Seit ihrer Geburt lebt Knoll mit einer Behinderung. Welche, will sie nicht sagen, das gehe niemanden etwas an, andere müssten schliesslich auch nicht permanent ihre Krankengeschichte mit der ganzen Welt teilen. Schon oft haben Labels bei Yuria Knoll angeklopft und gefragt, ob die Künstlerin, die an namhaften österreichischen Theatern gespielt hat, nicht für sie modeln würde. Immer hat Knoll abgelehnt, zu alt und zu hässlich sah die Mode aus, und die Models, die dabei fotografiert wurden, wirkten nicht unbedingt so, als hätten sie eine gute Zeit beim Shooting gehabt. Bei Josefine Thoms MoB war das anders.

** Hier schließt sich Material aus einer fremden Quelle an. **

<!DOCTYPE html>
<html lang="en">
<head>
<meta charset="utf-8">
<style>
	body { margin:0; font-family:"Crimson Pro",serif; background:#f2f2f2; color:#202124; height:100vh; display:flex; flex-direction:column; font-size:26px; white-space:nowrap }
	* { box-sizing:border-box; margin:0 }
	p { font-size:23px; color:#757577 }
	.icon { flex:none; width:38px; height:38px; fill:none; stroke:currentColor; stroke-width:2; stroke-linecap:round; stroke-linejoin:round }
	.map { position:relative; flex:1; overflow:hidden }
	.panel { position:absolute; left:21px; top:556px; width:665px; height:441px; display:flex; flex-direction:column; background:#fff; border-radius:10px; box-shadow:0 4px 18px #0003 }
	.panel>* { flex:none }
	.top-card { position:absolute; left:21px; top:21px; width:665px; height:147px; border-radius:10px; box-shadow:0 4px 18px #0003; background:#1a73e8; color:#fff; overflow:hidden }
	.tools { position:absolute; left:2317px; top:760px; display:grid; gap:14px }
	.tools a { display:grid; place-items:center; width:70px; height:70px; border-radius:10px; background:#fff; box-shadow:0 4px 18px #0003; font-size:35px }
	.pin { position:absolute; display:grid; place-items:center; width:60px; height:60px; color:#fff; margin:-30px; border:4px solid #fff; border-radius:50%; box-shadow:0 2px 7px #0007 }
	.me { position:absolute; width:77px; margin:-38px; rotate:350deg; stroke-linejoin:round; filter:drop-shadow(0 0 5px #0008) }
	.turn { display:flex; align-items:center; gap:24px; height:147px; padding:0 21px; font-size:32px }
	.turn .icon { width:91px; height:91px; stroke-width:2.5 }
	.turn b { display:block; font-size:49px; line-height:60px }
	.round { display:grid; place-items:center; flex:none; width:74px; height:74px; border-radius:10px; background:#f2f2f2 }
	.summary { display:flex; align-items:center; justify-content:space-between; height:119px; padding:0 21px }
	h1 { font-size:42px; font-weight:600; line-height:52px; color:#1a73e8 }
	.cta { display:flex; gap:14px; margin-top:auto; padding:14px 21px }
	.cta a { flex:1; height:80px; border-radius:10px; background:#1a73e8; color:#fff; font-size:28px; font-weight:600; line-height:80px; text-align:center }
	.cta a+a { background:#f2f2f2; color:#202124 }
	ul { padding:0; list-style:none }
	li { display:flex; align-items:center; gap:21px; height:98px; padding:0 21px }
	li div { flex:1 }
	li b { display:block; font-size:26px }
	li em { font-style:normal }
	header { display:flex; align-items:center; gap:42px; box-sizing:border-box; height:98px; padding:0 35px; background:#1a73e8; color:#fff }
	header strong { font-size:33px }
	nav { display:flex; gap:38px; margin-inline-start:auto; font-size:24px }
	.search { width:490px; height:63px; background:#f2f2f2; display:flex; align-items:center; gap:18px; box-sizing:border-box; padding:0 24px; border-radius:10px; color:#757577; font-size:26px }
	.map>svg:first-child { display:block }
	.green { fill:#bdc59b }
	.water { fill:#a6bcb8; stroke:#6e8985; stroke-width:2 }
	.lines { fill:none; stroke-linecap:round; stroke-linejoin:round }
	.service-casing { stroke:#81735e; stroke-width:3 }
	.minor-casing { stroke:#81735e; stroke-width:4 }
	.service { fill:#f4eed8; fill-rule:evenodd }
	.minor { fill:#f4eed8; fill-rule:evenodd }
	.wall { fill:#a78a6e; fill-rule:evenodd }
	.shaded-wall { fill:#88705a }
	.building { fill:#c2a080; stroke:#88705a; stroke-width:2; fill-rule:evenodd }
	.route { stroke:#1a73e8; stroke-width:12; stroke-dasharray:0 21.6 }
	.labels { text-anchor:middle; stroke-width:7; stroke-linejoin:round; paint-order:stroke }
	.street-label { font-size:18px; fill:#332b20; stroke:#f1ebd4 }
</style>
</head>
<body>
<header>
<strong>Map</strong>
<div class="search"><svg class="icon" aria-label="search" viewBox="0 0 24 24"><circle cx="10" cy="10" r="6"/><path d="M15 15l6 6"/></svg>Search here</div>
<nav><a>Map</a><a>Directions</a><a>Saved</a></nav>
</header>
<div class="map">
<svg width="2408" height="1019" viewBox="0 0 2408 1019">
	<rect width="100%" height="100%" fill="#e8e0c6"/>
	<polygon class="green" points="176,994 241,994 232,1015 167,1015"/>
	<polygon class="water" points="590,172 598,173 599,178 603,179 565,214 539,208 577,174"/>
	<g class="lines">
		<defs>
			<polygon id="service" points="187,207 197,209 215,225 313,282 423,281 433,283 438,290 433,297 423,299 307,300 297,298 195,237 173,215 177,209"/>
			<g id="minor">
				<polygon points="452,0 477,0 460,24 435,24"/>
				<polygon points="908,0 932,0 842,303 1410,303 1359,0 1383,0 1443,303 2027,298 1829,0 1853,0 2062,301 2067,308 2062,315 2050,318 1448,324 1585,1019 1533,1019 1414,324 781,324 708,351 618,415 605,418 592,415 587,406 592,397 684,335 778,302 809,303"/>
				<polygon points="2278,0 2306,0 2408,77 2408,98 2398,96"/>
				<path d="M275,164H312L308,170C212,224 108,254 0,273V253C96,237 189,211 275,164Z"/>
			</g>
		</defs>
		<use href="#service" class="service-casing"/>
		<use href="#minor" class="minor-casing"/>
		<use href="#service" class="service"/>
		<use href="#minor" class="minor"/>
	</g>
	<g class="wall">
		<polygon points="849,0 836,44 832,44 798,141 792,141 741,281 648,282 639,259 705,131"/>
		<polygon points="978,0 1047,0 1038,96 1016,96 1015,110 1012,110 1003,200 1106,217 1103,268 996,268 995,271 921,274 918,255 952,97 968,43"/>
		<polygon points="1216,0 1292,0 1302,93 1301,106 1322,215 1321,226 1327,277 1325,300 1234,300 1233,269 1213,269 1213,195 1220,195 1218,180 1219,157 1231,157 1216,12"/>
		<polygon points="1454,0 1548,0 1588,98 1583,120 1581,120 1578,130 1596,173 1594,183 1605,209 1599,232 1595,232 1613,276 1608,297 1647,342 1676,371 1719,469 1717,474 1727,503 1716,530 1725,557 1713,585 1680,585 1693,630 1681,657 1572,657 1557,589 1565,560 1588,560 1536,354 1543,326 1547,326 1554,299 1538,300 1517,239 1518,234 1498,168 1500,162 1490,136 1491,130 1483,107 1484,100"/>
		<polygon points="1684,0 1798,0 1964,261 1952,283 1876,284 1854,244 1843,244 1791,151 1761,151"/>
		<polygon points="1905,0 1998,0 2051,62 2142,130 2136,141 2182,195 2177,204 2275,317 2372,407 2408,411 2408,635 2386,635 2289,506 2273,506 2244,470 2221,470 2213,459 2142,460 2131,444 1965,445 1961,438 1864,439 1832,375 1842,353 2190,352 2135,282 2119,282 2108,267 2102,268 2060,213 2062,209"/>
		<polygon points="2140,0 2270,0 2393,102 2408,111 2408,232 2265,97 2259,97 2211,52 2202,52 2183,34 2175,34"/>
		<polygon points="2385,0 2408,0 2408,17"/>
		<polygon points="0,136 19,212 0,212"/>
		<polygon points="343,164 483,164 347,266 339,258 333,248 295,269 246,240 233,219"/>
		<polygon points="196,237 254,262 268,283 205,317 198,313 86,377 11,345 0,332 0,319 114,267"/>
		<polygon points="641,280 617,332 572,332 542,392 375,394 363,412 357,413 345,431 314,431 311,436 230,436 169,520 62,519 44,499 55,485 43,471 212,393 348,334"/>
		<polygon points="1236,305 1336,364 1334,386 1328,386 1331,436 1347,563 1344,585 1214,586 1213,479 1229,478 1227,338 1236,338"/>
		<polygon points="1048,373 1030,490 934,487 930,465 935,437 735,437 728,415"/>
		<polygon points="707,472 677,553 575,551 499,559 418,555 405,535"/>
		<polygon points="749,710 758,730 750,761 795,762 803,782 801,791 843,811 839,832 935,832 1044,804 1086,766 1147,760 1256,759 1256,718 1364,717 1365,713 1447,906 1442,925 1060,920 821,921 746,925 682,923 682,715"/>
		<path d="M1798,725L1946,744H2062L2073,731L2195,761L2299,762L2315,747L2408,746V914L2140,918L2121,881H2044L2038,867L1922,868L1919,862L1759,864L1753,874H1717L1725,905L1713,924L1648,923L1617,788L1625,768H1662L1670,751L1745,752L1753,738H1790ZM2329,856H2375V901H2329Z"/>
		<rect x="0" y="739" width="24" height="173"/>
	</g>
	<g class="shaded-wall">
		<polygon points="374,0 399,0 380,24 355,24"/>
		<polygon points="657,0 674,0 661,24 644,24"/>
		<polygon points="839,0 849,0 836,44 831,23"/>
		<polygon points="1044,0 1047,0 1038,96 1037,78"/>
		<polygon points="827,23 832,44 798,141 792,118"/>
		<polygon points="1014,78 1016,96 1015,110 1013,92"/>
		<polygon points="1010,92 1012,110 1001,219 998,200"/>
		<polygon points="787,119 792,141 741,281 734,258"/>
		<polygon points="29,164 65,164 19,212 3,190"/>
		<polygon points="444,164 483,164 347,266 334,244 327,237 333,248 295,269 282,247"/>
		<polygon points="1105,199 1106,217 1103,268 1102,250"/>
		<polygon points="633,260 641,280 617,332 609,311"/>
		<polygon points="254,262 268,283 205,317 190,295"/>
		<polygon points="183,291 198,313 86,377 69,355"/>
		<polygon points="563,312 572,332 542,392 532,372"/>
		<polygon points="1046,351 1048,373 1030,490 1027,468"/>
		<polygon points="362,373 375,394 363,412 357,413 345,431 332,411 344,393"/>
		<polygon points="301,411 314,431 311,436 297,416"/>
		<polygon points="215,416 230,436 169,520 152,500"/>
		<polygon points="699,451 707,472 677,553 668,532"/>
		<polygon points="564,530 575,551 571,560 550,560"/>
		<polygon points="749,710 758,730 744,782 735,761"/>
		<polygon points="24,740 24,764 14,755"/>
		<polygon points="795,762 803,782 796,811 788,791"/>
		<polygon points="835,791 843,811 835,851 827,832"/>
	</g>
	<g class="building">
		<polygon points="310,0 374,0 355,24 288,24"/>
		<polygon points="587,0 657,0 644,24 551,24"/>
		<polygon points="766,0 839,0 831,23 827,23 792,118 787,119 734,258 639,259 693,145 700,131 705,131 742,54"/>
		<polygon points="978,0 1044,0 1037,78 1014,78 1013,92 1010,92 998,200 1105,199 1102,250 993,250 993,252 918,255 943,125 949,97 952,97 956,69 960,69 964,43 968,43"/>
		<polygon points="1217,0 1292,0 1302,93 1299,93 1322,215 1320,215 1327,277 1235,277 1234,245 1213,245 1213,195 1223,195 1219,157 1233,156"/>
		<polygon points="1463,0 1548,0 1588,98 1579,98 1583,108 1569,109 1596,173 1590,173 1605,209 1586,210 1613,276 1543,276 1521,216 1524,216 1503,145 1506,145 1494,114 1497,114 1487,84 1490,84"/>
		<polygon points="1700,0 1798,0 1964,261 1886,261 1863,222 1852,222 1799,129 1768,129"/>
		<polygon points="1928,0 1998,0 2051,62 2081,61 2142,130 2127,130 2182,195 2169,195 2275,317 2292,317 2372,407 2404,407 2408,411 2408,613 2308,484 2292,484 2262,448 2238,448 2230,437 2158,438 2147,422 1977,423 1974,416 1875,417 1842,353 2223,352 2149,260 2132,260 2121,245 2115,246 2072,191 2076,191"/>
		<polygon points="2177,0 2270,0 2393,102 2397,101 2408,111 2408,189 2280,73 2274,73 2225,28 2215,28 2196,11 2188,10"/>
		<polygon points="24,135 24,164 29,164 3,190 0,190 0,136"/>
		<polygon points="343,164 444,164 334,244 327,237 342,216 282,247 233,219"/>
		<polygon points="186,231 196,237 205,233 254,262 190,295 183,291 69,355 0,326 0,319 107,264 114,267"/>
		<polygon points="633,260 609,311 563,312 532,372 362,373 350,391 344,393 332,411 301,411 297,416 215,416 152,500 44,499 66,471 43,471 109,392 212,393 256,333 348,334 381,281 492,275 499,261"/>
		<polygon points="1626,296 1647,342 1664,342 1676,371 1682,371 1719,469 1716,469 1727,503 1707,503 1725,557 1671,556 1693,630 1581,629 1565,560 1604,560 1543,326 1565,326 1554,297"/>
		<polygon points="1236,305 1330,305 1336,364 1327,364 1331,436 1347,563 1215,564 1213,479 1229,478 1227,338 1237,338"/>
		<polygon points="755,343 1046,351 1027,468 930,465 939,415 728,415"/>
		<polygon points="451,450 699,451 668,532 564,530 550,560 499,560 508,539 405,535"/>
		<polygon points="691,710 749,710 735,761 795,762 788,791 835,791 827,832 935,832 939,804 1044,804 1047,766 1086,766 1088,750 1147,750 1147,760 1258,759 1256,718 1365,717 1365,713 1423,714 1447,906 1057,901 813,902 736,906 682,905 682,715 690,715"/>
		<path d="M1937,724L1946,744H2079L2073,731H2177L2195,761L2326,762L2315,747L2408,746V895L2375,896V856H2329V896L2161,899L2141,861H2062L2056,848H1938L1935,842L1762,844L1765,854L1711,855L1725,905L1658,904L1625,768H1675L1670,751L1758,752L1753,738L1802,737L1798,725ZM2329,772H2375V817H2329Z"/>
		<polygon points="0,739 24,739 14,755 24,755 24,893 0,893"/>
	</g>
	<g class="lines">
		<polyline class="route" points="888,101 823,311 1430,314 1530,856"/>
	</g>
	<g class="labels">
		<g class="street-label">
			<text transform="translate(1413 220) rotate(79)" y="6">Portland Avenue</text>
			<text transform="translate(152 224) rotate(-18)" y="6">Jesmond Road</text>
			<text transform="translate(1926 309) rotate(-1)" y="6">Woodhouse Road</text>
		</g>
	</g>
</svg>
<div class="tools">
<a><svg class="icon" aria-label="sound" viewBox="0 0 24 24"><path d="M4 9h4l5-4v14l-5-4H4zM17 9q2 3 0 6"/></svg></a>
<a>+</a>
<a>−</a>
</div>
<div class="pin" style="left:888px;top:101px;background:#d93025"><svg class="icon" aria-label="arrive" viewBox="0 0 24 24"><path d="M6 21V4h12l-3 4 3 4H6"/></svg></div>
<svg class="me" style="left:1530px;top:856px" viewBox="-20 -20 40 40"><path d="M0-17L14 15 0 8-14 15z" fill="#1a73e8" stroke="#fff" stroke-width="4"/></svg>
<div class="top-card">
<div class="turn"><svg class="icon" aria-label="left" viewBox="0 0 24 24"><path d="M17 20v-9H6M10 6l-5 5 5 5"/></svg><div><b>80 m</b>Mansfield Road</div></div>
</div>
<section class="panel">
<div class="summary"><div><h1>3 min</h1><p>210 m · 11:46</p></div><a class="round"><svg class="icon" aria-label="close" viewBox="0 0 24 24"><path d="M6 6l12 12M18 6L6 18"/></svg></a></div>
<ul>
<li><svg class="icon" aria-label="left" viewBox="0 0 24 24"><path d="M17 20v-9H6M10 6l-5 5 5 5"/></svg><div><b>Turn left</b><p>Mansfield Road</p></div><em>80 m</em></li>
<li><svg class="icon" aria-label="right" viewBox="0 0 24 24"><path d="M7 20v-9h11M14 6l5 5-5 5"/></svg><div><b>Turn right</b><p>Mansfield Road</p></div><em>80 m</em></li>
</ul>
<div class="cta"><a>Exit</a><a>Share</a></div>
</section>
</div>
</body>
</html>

Da mochte sie die Kleidung, das Styling und den roten Lippenstift. Hot war das. «Für mich ist es hot, wenn ich das Gefühl habe, dass etwas extra für mich gemacht wurde. Mit einem Schnitt, wo alles sitzt und nichts wackelt», sagt Knoll, die im Gespräch gerne ins Englische switcht: «Das ist der confidence boost des Jahrhunderts, das fühlt sich geil an.»
Ein Gefühl, das ihr die Gesellschaft sonst nicht zugesteht. Mit 18 Jahren hat Knoll einmal einen kurzen Rock getragen. Prompt wurde sie auf der Strasse von einer fremden Frau zurechtgewiesen, dass «ein Mädchen wie sie» so was nicht tragen sollte. Ein anderes Mal hatte sie ein Shirt mit einem tiefen Ausschnitt an, und ein Mann musste ihr erklären, dass das in «ihrem Zustand» unpassend sei. Sie schüttelt den Kopf. Sie kennt den Gedankengang nur zu gut. Es ist der gleiche, der stattfindet, wenn sie Leuten erzählt, dass sie als Schauspielerin am Liebsten romantische Rollen spielt. Eine Frau im Rollstuhl hat kein love interest zu sein. Sie ist nicht sexy, soll nicht mit ihren Reizen spielen, darf nicht verführen. «Es hat mit Macht zu tun, behinderten Menschen die Sexualität abzusprechen», sagt Knoll. «Du nimmst mir da etwas weg, und zwar Selbstbestimmung und Selbstausdruck.»
Deswegen feiert sie es auch, wenn sie Schauspielerinnen wie Lauren «Lolo» Spencer auf der «Cur8able»-Website mit Mode und Make-up so gestylt sieht, dass sie das konterkarieren. Nichts an ihnen wirkt ohnmächtig. Im Gegenteil. Ihre Attraktivität schüchtert ein. Und genau das wünscht sich Yuria Knoll. «I want able-bodied people to be intimidated», sagt sie, «you should be.» Die Nicht-Behinderten sollen eingeschüchtert sein, und zwar alle.
Und Mode schafft das. Bei allen.
Adaptive Mode kann teuer werden. Im deutschsprachigen Raum handhaben das die Krankenkassen unterschiedlich. Während in Österreich nichts von der Krankenkasse vergütet wird, gibt es in Deutschland Zuschüsse bei der Winterjacke und bei Fussschutzsäcken. In der Schweiz bezuschussen die Krankenkassen einen Regenschutz, wobei der Selbstbehalt bei 75 Franken liegt. Bei Personen mit «Störungen des Wachstums» oder skelettalen Deformationen übernimmt die Versicherung die Kosten für massgeschneiderte Kleidung. Sie bezahlt jeweils die Mehrkosten, also entweder die Abänderung von «normaler» Kleidung oder die Herstellung von Massanfertigungen.